Question 1

A company uses an Amazon RDS for PostgreSQL database in the us-east-2 Region. The company wants to have a copy of the database available in the us-west-2 Region as part of a new disaster recovery strategy.

A database architect needs to create the new database. There can be little to no downtime to the source database. The database architect has decided to use AWS Database Migration Service (AWS DMS) to replicate the database across Regions. The database architect will use full load mode and then will switch to change data capture (CDC) mode.

Which parameters must the database architect configure to support CDC mode for the RDS for PostgreSQL database? (Choose three.)

ASet wal_level = logical.

BSet wal_level = replica.

CSet max_replication_slots to 1 or more, depending on the number of DMS tasks.

DSet max_replication_slots to 0 to support dynamic allocation of slots.

ESet wal_sender_timeout to 20,000 milliseconds.

FSet wal_sender_timeout to 5,000 milliseconds.

Answer : A, C, E

Correct Answer: A, C, E

Explanation from Amazon documents:

To enable CDC mode for RDS for PostgreSQL database, the database architect needs to configure the following parameters12:

Set wal_level = logical. This parameter determines how much information is written to the write-ahead log (WAL). For CDC mode, the wal_level must be set to logical, which enables logical decoding of the WAL and allows AWS DMS to read changes from the source database1.

Set max_replication_slots to 1 or more, depending on the number of DMS tasks. This parameter specifies the maximum number of replication slots that the source database can support. A replication slot is a data structure that records the state of a replication stream. AWS DMS uses replication slots to set up logical replication and track changes in the source database. The max_replication_slots parameter must be equal to or greater than the number of DMS tasks that use CDC mode for the source database1.

Set wal_sender_timeout to 20,000 milliseconds. This parameter specifies the amount of time that a WAL sender process waits for feedback from a WAL receiver process before terminating the connection. A WAL sender process is a background process that streams WAL data from the source database to AWS DMS. A WAL receiver process is a background process that receives WAL data from a WAL sender process and writes it to a local file.

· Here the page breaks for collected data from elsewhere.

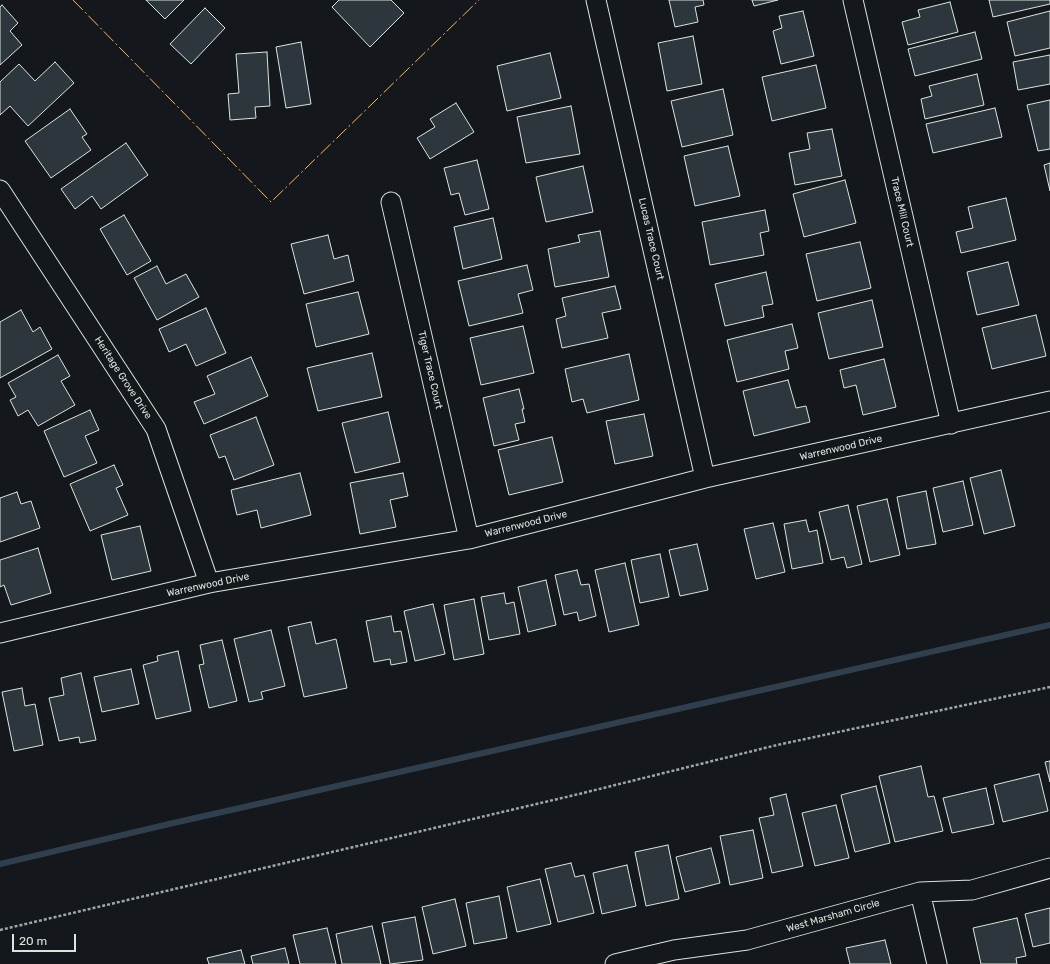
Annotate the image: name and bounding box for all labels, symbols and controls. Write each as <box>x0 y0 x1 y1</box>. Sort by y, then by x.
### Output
street label: Trace Mill Court <box>888 176 916 248</box>
street label: Lucas Trace Court <box>636 197 666 281</box>
street label: Tiger Trace Court <box>415 330 445 410</box>
street label: Heritage Grove Drive <box>92 334 154 422</box>
street label: Warrenwood Drive <box>799 433 883 463</box>
street label: Warrenwood Drive <box>484 508 568 540</box>
street label: Warrenwood Drive <box>166 570 250 600</box>
street label: West Marsham Circle <box>785 897 881 935</box>
scale bar <box>14 926 78 952</box>
text: 20 m <box>19 934 47 948</box>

The wal_sender_timeout parameter must be set to a value greater than 10,000 milliseconds (10 seconds) to prevent connection timeouts during CDC mode2.

Therefore, option A, C, and E are the correct parameters to support CDC mode for RDS for PostgreSQL database. Option B is incorrect because wal_level = replica is not sufficient for logical decoding and CDC mode. Option D is incorrect because max_replication_slots must be a positive integer, not zero. Option F is incorrect because wal_sender_timeout = 5,000 milliseconds is too low and may cause connection timeouts during CDC mode.

Question 2

A company needs to deploy an Amazon Aurora PostgreSQL DB instance into multiple accounts. The company will initiate each DB instance from an existing Aurora PostgreSQL DB instance that runs in a shared account. The company wants the process to be repeatable in case the company adds additional accounts in the future. The company also wants to be able to verify if manual changes have been made to the DB instance configurations after the company deploys the DB instances.

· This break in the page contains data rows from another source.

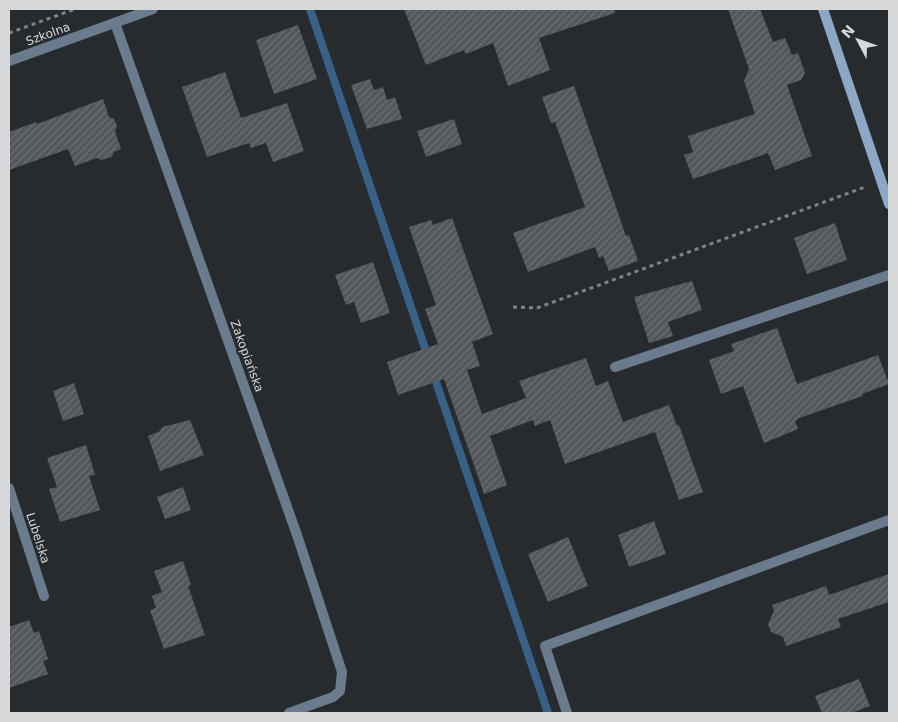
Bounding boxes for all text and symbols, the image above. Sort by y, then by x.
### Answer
north arrow [833,15,883,65]
street label: Szkolna [24,20,72,48]
text: N [838,22,858,41]
street label: Zakopiańska [227,318,267,394]
street label: Lubelska [23,511,53,565]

A database specialist has determined that the company needs to create an AWS CloudFormation template with the necessary configuration to create a DB instance in an account by using a snapshot of the existing DB instance to initialize the DB instance. The company will also use the CloudFormation template's parameters to provide key values for the DB instance creation (account ID, etc.).

Which final step will meet these requirements in the MOST operationally efficient way?

ACreate a bash script to compare the configuration to the current DB instance configuration and to report any changes.

BUse the CloudFormation drift detection feature to check if the DB instance configurations have changed.

CSet up CloudFormation to use drift detection to send notifications if the DB instance configurations have been changed.

DCreate an AWS Lambda function to compare the configuration to the current DB instance configuration and to report any changes.

Answer : B

Question 3

A database specialist is launching a test graph database using Amazon Neptune for the first time. The database specialist needs to insert millions of rows of test observations from a .csv file that is stored in Amazon S3. The database specialist has been using a series of API calls to upload the data to the Neptune DB instance.

Which combination of steps would allow the database specialist to upload the data faster? (Choose three.)

AEnsure Amazon Cognito returns the proper AWS STS tokens to authenticate the Neptune DB instance to the S3 bucket hosting the CSV file.

BEnsure the vertices and edges are specified in different .csv files with proper header column formatting.

CUse AWS DMS to move data from Amazon S3 to the Neptune Loader.

DCurl the S3 URI while inside the Neptune DB instance and then run the addVertex or addEdge commands.

EEnsure an IAM role for the Neptune DB instance is configured with the appropriate permissions to allow access to the file in the S3 bucket.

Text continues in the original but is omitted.